CNN reported that Mitchell has been a prosecutor in Arizona for over 25 years, and that she is notable for her work on cases involving sexual assault. According to the network, Mitchell is currently the Deputy County Attorney in the Maricopa County Attorney's Office in Phoenix, and also serves as the division chief of the Special Victims Division, which "handles cases of domestic violence, sex crimes, and auto theft." Previously, Mitchell ran the sex crimes bureau in Arizona state. The Washington Post reported that Mitchell is best known for her successful prosecution of a priest in Arizona named Paul LeBrun back in 2005. LeBrun was convicted of sexually abusing young boys between the ages of 11 and 13, and was sentenced to 111 years in prison.
Slate reported that Robert Kavanaugh, an Arizona attorney who has defended clients in cases wherein Mitchell was prosecuting, told the magazine that, as an attorney, she's "reasonable," and that she's "not the kind of person who's going to attack someone." He continued saying she'd be "professional" despite the tense circumstances. “I can’t think of anything unethical or inappropriate that was done,” he told Slate about his experience opposing her," he said.
Thus far, Blasey Ford has been asked to recall what details she remembers of the evening she alleges Kavanaugh and a friend assaulted her. CNBC reported she said he "groped me and tried to take off my clothes." She continued:
He had a hard time because he was so drunk, and because I was wearing a one-piece bathing suit under my clothes. I believed he was going to rape me. I tried to yell for help. When I did, Brett put his hand over my mouth to stop me from screaming. This was what terrified me the most, and has had the most lasting impact on my life.
In 2011, Mitchell, who does not typically speak to press, did an interview with FrontLine magazine, in which she not only described her job, but notably discussed why she's found that, in her work, children and young people tend to not come forward as often as you'd think.

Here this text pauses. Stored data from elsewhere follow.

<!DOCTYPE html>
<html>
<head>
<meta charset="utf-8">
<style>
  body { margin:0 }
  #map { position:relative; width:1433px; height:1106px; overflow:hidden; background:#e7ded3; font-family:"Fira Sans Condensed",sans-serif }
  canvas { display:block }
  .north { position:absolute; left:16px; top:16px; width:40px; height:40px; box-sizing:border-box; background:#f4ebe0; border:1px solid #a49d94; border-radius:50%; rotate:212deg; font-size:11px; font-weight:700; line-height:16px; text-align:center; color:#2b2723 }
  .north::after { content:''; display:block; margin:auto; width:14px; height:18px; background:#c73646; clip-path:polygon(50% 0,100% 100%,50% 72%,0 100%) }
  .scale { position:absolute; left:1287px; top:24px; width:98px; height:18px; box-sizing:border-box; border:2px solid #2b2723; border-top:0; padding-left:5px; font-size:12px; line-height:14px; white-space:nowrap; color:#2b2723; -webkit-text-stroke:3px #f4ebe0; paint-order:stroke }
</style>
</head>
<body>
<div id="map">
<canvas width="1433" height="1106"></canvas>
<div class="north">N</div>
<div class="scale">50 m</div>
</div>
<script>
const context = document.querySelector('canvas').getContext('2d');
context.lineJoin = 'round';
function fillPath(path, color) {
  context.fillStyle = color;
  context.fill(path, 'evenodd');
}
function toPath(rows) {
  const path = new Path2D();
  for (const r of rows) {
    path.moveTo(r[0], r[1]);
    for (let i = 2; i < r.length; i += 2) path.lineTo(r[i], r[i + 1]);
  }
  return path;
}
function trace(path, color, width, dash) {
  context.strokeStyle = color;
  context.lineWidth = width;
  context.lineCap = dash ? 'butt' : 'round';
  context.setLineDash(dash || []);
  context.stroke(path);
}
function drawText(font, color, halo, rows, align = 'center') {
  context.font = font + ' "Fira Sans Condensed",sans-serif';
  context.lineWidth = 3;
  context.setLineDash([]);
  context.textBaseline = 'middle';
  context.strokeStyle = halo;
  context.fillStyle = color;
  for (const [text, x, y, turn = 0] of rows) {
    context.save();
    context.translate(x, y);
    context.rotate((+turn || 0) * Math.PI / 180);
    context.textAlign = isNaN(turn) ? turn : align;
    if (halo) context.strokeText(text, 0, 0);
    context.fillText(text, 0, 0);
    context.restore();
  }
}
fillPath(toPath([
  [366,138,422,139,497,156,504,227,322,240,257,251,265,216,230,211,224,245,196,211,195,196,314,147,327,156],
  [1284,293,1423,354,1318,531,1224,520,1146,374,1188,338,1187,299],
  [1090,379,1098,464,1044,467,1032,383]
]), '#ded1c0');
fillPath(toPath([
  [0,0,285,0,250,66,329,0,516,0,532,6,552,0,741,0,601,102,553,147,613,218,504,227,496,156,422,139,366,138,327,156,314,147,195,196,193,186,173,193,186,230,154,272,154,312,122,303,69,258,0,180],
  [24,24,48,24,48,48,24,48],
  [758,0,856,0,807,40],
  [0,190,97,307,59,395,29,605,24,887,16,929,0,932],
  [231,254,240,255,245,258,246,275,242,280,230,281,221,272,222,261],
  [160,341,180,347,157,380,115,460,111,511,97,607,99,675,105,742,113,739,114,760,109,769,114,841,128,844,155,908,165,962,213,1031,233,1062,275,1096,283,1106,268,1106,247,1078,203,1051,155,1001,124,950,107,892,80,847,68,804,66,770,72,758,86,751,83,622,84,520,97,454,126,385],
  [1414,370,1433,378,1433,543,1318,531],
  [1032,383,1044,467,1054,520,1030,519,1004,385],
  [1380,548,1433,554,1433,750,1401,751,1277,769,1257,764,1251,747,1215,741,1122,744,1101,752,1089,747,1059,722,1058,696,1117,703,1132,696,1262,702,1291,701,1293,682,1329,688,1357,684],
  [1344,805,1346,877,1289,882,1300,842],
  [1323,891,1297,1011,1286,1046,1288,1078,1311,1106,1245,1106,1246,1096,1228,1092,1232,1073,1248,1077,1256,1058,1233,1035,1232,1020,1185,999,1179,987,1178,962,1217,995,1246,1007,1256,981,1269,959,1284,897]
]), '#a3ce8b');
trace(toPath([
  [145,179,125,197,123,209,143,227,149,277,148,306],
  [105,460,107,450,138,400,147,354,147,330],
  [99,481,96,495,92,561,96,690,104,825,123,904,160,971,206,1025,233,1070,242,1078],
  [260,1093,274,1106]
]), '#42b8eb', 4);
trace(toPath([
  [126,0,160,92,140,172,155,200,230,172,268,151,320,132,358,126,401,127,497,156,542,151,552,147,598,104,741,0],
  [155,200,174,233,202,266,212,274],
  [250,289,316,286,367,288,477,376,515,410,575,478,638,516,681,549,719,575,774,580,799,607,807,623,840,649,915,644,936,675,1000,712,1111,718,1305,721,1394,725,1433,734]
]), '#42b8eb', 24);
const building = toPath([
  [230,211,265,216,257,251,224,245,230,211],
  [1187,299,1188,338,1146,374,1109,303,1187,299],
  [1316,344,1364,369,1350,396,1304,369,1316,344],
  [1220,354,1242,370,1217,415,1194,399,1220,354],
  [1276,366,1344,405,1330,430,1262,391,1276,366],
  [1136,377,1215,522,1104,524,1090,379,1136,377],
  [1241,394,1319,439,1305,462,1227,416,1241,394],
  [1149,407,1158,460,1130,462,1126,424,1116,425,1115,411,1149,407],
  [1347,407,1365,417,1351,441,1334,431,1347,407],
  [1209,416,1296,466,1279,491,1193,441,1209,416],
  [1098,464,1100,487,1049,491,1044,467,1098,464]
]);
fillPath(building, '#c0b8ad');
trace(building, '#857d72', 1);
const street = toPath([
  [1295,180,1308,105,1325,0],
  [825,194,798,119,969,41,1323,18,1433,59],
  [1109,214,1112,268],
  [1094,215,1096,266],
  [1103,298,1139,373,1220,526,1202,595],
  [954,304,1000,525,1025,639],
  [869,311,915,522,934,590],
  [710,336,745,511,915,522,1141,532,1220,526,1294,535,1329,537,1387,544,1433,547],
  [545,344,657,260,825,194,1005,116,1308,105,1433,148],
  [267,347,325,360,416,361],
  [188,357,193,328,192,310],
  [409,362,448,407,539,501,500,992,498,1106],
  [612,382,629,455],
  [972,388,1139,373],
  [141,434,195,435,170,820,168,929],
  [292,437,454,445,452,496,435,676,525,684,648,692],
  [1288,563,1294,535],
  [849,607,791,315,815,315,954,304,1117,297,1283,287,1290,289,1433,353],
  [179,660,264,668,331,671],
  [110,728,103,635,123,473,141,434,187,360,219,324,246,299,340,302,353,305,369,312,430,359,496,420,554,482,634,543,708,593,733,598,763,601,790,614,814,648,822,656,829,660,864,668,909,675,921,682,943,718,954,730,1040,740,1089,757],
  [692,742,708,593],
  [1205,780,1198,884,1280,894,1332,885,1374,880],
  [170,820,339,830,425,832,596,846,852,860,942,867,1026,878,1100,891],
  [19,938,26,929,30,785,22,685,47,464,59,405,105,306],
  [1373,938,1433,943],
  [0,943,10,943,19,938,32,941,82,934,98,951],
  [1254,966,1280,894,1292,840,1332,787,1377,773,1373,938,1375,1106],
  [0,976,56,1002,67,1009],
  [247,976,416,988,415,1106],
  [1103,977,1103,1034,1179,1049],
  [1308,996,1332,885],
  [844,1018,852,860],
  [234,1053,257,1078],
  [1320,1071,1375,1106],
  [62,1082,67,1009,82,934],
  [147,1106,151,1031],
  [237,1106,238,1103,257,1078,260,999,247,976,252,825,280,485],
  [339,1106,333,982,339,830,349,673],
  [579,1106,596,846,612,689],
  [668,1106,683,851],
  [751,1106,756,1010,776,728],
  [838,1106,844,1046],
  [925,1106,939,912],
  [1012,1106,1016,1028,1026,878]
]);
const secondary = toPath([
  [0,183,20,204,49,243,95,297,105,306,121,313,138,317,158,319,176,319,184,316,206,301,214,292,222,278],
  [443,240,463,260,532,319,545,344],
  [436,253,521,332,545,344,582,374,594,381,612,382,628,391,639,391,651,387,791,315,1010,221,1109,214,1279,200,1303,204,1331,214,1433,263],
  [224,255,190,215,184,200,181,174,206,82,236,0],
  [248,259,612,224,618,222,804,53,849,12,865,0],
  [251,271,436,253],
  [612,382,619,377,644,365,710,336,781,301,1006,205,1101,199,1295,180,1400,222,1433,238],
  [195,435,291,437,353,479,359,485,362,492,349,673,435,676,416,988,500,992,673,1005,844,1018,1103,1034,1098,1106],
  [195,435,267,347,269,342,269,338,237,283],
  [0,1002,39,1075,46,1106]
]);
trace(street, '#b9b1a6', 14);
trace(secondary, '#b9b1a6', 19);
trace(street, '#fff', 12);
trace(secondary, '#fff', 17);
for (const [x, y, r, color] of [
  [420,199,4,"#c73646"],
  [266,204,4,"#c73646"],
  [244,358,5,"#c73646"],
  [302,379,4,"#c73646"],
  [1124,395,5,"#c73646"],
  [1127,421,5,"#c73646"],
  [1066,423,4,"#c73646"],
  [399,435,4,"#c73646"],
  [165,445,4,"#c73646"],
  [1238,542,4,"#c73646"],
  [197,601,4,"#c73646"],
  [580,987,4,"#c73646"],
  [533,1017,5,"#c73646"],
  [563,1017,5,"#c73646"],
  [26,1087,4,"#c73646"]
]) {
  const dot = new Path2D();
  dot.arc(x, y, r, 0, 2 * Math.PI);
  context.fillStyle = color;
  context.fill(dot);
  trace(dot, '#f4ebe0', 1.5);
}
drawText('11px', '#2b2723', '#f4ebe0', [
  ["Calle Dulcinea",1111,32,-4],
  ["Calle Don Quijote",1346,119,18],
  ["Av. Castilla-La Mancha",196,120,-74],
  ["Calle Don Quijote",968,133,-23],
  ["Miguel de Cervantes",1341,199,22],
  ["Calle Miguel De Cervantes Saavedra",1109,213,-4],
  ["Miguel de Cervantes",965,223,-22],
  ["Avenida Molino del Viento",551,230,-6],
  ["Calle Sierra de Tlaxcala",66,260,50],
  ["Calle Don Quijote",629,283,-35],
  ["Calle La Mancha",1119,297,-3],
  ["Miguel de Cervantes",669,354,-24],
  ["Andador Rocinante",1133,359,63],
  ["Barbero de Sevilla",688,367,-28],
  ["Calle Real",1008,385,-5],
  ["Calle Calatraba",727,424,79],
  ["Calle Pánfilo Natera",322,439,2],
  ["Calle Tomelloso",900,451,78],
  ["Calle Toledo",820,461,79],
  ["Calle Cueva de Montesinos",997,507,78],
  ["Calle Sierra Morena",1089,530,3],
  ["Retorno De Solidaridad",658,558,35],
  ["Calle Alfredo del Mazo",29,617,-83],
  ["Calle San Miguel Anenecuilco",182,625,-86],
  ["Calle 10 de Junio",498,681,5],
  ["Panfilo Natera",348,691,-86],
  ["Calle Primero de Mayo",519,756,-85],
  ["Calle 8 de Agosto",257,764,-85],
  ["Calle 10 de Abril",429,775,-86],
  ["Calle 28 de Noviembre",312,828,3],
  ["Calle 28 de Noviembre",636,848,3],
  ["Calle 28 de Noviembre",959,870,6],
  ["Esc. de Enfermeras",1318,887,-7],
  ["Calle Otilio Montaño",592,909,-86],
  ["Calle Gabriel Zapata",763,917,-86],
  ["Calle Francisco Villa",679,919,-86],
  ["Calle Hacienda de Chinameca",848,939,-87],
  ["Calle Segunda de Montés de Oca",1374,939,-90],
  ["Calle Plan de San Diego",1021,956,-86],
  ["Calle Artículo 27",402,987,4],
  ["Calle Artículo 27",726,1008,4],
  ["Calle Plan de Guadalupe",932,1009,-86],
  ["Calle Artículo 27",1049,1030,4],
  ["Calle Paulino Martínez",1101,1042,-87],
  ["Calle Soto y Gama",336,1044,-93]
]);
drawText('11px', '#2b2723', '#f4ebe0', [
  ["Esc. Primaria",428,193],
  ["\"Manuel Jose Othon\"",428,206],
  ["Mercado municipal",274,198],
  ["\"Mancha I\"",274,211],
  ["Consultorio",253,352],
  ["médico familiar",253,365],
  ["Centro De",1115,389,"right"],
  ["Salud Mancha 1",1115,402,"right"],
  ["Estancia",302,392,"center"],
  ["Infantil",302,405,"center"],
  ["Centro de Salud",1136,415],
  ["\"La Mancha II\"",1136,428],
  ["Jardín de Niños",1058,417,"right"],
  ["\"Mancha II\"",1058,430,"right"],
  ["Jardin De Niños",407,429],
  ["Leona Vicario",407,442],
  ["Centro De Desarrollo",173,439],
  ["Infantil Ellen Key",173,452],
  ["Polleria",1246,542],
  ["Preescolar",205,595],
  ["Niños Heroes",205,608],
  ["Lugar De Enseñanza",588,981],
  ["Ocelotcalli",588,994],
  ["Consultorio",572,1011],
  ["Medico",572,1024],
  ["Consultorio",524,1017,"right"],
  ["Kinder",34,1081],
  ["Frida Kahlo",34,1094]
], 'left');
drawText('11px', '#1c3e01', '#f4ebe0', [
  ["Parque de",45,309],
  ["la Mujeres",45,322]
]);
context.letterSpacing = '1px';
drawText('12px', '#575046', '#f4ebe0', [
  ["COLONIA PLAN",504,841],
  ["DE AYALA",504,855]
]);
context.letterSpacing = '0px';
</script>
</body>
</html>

"A very common misconception relates to when and how children tell. People think that children would tell right away and that they would tell everything that happened to them," she said. "In reality children often keep this secret for years, sometimes into their adulthood, sometimes forever." She continued: “False accusations are very rare… The reality is that the authorities, if they are brought in to investigate, can weed out false accusations and the criminal justice system can do that.”
Tracey Westerhausen, another Arizona criminal defense attorney, told CNN that Mitchell is "extremely prepared" for the trial, and that she's "methodical" about how she conducts herself. "She does not engage in courtroom histrionics. You'll never have a gotcha moment where there's a big surprise. She will build her case very carefully and in layers," Westerhausen said.
The hearing is ongoing as of Thursday afternoon.